> Exercise goal: Start with the first line of the data and end with the line that holds "filter:drop-shadow(0 0 2px"; write out each one exactly.

> Data to process:
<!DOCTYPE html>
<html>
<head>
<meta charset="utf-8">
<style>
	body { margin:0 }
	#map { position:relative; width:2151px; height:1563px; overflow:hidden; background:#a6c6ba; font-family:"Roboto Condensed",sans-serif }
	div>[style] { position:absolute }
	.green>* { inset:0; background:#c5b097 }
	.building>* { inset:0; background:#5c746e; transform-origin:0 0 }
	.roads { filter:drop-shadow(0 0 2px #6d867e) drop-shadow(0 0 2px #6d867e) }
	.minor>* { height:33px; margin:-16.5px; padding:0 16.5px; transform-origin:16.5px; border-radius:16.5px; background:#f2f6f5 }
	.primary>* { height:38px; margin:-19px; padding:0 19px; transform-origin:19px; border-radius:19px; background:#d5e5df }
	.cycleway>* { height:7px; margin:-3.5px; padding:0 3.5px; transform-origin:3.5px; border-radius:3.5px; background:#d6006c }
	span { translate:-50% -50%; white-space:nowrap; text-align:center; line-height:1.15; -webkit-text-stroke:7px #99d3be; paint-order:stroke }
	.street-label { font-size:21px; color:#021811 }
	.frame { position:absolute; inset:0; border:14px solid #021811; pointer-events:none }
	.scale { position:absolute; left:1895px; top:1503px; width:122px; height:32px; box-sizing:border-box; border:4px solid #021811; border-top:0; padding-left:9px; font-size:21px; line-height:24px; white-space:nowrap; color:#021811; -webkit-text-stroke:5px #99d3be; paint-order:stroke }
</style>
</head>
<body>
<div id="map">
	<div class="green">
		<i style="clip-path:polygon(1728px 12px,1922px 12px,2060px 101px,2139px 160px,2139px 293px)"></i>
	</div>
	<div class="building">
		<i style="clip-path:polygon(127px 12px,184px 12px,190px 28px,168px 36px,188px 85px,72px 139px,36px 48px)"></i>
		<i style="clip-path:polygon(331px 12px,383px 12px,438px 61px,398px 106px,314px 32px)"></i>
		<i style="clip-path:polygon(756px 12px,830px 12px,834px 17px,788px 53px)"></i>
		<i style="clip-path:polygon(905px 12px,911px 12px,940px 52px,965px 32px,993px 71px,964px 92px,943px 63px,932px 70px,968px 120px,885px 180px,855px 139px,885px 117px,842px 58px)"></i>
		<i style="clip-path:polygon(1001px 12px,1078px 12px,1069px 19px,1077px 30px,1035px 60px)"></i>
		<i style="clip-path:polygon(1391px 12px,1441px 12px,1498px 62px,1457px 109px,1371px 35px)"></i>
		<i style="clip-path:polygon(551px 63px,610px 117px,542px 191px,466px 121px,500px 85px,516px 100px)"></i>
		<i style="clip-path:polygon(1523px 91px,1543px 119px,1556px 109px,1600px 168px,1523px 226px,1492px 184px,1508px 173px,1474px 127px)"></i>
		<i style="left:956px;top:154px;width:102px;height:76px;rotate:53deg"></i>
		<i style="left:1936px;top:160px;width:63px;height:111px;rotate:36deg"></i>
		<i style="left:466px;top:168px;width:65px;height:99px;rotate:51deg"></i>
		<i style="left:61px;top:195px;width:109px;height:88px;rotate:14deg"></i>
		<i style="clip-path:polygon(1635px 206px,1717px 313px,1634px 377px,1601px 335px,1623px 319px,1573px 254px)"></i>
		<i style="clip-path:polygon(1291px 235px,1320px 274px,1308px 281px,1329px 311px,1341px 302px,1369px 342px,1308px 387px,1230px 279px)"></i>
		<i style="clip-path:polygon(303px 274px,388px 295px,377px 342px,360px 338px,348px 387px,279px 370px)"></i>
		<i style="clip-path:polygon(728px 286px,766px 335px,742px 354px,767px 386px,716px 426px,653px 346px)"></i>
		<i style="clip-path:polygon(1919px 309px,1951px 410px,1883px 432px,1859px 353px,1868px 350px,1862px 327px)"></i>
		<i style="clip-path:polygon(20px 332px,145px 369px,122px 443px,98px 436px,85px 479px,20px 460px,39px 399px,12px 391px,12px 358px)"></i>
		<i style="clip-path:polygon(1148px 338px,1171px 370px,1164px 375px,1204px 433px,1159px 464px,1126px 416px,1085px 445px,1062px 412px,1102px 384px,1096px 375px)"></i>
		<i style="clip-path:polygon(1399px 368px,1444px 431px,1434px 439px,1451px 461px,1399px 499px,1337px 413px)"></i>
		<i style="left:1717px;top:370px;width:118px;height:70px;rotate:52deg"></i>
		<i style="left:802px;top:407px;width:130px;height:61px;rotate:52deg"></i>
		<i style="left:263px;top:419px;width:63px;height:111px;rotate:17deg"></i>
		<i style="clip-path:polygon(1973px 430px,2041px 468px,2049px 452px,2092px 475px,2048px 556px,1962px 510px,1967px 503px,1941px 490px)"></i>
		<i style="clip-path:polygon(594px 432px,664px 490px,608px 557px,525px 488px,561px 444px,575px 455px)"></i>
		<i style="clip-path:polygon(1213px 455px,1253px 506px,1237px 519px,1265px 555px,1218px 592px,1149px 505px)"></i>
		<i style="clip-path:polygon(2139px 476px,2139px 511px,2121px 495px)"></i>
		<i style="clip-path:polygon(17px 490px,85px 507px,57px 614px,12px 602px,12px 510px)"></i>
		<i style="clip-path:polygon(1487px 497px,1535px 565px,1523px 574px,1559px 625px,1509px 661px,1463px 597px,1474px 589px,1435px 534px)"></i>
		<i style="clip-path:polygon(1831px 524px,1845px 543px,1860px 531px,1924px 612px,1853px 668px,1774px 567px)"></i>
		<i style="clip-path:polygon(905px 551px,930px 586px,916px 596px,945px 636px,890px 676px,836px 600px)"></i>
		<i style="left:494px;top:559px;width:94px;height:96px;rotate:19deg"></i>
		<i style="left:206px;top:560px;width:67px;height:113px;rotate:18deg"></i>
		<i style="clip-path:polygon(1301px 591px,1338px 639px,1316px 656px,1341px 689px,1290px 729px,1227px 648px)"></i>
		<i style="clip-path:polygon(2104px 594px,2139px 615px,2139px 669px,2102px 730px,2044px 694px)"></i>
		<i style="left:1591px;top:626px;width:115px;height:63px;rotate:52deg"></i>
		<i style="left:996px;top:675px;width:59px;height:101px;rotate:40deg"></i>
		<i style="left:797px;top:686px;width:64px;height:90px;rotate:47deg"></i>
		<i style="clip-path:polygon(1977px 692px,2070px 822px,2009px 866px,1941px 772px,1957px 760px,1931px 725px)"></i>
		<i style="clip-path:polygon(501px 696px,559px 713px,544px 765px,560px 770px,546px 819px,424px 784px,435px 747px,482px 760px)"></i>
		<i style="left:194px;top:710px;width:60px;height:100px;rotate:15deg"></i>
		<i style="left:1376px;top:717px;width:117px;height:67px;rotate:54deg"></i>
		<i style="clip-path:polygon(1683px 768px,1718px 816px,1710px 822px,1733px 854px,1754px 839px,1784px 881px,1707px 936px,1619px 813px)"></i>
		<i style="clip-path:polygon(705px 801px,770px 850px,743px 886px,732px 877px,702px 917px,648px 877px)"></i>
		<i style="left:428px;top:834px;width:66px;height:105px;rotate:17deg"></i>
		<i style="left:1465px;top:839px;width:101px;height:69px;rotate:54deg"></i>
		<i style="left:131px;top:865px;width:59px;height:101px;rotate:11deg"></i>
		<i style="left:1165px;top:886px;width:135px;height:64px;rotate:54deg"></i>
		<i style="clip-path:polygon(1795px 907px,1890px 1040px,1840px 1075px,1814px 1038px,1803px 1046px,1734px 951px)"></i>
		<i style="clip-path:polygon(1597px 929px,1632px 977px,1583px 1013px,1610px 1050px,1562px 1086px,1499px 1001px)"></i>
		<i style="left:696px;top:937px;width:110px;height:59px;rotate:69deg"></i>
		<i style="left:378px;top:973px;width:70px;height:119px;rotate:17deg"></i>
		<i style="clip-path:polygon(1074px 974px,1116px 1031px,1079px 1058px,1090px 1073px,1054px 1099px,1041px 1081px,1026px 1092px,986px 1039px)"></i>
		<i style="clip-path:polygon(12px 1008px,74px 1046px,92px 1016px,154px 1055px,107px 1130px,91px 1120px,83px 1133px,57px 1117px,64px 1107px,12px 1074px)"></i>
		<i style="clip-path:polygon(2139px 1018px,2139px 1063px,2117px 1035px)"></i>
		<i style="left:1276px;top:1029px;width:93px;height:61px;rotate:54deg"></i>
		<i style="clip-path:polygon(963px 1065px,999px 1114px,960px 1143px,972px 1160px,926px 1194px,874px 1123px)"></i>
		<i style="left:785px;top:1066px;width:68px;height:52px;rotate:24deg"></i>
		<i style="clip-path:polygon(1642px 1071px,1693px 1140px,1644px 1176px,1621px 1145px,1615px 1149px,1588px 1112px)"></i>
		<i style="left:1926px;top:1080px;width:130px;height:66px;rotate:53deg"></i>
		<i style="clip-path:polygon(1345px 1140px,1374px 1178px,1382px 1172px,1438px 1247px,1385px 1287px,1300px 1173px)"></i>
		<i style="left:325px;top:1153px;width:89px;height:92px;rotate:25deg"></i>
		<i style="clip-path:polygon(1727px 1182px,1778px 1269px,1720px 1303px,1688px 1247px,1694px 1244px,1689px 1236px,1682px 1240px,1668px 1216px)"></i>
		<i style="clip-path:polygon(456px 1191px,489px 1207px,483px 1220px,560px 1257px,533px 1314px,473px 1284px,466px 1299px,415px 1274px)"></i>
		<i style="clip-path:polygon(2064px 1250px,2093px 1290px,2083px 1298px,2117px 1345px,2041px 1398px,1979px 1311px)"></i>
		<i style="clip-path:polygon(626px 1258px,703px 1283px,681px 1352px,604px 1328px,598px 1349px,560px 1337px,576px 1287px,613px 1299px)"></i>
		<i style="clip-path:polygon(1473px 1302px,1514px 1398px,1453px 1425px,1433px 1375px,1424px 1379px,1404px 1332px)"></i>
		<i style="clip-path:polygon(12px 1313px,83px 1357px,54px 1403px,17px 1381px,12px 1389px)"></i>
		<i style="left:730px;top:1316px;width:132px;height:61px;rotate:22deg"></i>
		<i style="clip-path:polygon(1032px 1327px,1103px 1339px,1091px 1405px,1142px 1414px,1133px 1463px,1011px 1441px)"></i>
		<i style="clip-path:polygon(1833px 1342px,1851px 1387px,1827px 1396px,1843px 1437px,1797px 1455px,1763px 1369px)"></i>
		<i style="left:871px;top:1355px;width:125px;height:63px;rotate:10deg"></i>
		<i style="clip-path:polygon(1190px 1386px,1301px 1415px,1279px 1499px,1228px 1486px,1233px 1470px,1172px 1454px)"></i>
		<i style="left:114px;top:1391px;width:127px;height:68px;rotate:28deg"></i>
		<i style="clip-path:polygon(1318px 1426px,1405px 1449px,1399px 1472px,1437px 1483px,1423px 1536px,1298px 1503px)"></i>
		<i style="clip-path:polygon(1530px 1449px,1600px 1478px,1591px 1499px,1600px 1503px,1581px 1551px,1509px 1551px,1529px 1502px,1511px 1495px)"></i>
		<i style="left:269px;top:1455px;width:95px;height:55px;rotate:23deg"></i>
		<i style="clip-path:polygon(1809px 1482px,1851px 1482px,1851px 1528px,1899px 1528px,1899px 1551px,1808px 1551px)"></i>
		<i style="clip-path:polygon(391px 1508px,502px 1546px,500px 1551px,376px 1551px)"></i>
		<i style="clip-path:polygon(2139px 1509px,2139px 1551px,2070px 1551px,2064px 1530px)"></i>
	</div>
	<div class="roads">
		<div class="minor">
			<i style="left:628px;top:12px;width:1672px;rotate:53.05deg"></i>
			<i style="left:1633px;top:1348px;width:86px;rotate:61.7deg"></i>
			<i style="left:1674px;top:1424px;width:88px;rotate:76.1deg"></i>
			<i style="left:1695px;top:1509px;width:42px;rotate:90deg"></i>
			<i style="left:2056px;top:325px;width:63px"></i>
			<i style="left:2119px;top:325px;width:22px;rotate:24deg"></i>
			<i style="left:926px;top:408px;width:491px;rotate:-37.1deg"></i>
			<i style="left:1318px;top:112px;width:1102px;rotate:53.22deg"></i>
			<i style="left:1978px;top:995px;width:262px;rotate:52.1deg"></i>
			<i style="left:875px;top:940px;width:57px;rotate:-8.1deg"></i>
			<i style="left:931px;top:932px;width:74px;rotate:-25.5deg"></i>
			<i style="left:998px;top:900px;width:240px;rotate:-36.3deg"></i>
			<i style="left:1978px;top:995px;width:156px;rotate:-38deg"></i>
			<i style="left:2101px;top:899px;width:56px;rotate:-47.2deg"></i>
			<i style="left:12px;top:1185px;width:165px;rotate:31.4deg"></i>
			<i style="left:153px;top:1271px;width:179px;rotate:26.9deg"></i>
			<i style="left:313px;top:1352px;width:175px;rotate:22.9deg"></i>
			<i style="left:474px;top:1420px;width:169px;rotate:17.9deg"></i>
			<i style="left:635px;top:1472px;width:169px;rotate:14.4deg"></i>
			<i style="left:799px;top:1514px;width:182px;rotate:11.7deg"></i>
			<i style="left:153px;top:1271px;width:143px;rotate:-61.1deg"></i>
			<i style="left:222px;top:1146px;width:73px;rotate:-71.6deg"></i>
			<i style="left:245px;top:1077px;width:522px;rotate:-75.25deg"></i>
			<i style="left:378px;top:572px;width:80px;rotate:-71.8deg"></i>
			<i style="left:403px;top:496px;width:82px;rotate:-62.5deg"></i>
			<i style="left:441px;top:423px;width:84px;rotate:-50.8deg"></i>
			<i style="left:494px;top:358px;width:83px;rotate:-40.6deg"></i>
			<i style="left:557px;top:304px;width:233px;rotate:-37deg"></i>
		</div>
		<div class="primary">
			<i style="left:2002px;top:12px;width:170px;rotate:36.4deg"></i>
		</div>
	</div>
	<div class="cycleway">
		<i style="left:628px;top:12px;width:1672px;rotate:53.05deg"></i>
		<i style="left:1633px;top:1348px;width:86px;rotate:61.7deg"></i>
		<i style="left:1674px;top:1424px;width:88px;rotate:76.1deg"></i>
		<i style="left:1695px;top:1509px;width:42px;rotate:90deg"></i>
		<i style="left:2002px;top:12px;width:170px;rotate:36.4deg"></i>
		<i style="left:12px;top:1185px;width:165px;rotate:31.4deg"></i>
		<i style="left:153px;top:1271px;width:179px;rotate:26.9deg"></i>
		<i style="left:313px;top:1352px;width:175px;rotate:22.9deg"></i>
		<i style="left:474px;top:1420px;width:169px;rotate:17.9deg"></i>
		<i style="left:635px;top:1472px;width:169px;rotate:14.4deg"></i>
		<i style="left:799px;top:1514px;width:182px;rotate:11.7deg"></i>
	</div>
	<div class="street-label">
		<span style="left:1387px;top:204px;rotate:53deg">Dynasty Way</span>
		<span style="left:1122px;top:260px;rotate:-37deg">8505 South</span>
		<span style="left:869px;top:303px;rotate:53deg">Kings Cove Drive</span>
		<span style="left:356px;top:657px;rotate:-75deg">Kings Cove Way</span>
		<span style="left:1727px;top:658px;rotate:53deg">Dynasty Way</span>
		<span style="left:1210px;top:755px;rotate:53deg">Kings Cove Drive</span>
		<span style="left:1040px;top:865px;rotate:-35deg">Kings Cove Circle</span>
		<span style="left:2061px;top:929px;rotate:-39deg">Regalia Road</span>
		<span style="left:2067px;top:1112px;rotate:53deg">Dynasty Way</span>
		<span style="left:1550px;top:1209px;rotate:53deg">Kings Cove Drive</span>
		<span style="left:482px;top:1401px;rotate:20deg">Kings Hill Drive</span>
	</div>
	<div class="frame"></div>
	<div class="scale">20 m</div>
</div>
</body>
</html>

> Response for this exercise:
<!DOCTYPE html>
<html>
<head>
<meta charset="utf-8">
<style>
	body { margin:0 }
	#map { position:relative; width:2151px; height:1563px; overflow:hidden; background:#a6c6ba; font-family:"Roboto Condensed",sans-serif }
	div>[style] { position:absolute }
	.green>* { inset:0; background:#c5b097 }
	.building>* { inset:0; background:#5c746e; transform-origin:0 0 }
	.roads { filter:drop-shadow(0 0 2px #6d867e) drop-shadow(0 0 2px #6d867e) }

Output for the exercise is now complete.